Segment Open
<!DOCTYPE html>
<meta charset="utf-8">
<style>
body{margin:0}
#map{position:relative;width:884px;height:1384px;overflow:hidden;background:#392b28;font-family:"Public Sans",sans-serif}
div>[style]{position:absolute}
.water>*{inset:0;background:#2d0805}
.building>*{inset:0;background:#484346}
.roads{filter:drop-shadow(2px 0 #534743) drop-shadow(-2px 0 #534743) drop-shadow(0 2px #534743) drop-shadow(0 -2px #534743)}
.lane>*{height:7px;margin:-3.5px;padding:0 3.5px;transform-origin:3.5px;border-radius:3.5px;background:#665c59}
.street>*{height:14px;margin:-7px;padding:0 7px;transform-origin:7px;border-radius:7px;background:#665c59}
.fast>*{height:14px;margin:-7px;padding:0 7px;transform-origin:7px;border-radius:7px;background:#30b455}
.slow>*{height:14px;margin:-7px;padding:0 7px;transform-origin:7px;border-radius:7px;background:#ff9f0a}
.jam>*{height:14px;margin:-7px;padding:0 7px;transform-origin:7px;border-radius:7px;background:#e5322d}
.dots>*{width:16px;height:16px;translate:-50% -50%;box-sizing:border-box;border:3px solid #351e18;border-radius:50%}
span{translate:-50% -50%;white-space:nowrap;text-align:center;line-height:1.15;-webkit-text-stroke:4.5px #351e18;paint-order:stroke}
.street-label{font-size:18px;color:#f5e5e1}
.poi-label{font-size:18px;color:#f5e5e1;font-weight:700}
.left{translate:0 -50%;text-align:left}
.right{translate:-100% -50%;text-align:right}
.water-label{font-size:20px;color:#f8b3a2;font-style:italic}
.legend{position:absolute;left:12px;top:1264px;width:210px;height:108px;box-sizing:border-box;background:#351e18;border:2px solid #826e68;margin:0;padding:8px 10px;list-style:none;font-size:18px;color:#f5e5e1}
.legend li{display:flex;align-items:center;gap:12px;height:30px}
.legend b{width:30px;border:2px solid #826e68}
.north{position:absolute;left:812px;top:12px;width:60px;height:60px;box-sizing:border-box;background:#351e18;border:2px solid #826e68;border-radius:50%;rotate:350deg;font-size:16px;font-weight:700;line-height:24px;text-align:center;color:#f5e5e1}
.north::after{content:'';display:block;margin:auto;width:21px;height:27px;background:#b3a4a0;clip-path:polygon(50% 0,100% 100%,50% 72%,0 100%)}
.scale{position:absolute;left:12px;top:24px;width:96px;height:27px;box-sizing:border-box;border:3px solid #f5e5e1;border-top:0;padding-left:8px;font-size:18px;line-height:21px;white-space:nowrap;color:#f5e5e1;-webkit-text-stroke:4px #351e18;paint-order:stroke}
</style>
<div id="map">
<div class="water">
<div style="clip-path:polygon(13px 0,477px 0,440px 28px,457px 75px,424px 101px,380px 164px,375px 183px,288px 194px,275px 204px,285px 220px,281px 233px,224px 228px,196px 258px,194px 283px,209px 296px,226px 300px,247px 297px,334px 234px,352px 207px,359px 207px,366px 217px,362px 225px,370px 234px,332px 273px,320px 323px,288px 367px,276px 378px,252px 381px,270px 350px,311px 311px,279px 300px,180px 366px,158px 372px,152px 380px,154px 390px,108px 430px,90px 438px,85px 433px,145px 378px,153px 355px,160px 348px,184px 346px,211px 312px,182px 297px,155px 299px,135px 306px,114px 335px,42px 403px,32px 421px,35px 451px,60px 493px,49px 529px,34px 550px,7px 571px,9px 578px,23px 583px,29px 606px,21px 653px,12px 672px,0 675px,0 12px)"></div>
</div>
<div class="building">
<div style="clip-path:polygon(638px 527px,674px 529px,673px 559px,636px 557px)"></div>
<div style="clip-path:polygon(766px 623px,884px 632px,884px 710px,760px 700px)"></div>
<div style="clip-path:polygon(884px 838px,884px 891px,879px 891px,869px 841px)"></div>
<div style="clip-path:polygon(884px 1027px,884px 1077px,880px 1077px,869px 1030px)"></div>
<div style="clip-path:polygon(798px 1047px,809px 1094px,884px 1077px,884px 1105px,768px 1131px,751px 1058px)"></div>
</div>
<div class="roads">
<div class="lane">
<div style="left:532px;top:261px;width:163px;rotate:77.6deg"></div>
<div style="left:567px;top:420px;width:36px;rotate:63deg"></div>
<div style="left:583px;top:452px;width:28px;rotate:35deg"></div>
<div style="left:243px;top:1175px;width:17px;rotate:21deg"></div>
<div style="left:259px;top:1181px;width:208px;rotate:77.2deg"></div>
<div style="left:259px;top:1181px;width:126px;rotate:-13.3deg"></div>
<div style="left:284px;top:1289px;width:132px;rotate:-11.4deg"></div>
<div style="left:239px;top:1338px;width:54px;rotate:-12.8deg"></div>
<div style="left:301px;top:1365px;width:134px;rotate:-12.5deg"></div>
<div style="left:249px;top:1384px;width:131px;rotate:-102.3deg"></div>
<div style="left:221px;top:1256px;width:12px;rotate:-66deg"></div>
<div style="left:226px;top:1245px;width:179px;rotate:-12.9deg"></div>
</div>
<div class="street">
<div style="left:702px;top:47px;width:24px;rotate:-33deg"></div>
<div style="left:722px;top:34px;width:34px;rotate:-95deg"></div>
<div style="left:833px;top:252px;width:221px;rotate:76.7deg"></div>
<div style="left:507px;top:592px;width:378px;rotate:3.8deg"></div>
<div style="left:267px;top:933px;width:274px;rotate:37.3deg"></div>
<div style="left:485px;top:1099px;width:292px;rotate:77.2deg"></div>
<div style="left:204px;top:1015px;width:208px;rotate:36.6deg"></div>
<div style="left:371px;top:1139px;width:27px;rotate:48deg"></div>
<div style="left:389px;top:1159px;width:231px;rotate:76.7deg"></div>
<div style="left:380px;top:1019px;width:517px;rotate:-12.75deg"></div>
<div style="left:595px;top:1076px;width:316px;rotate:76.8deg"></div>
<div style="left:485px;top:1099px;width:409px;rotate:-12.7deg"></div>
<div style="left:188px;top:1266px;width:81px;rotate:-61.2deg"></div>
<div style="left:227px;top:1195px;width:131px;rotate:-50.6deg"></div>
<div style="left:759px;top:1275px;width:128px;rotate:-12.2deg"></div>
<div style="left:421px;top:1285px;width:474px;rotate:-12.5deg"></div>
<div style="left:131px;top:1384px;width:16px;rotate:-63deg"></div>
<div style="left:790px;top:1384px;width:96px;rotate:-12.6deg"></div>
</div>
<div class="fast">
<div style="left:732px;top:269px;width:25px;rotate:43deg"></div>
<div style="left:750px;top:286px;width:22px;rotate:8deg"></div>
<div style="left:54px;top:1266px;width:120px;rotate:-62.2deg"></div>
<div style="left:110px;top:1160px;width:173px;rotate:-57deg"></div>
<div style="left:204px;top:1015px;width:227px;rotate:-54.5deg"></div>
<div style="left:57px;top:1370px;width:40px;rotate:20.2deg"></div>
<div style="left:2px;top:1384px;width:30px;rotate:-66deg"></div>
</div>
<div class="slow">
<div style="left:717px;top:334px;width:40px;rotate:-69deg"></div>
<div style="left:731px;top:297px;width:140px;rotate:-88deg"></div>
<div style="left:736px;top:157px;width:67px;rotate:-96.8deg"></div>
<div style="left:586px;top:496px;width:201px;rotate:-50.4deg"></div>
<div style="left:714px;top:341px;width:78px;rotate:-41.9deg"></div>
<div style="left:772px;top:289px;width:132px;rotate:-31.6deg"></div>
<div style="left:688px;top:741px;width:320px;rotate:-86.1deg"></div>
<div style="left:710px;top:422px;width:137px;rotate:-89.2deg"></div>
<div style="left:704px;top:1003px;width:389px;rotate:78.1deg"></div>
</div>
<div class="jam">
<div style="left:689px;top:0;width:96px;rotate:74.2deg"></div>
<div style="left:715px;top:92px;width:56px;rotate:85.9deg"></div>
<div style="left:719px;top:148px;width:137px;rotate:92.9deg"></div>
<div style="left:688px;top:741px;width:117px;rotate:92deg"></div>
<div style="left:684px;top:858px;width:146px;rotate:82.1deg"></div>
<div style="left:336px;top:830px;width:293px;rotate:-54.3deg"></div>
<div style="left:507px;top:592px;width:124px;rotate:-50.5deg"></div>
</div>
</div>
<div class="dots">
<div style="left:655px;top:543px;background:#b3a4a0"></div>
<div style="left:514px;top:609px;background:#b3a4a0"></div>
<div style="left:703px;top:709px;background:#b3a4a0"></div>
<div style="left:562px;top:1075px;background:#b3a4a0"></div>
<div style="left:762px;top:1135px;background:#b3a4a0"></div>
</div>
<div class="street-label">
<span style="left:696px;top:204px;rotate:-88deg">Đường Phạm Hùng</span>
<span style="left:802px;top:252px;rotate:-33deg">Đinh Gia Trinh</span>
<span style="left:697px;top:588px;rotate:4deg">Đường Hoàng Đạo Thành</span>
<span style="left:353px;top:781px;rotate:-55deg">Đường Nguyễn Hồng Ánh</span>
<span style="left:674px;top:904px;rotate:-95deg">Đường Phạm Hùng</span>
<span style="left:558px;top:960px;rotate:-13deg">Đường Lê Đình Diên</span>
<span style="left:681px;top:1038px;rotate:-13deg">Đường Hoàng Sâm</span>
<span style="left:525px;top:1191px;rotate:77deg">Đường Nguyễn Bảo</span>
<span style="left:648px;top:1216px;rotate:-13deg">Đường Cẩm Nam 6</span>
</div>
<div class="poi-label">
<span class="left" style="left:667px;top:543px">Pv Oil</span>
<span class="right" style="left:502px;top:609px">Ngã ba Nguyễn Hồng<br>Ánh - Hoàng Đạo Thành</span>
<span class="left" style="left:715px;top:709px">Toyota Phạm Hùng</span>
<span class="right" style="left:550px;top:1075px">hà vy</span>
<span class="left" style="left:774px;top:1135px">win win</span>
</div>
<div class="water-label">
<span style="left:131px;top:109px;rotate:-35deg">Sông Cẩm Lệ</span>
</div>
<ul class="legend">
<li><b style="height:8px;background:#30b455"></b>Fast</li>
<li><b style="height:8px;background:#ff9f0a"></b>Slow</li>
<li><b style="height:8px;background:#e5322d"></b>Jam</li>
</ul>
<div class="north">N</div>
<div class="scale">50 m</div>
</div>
Segment Closed
EXERCISE PROMPT → Repeat only the lines above, from the first line of the entries through the line that contains "0 #534743) drop-shadow(-2px", including both ends.

EXERCISE RESPONSE →
<!DOCTYPE html>
<meta charset="utf-8">
<style>
body{margin:0}
#map{position:relative;width:884px;height:1384px;overflow:hidden;background:#392b28;font-family:"Public Sans",sans-serif}
div>[style]{position:absolute}
.water>*{inset:0;background:#2d0805}
.building>*{inset:0;background:#484346}
.roads{filter:drop-shadow(2px 0 #534743) drop-shadow(-2px 0 #534743) drop-shadow(0 2px #534743) drop-shadow(0 -2px #534743)}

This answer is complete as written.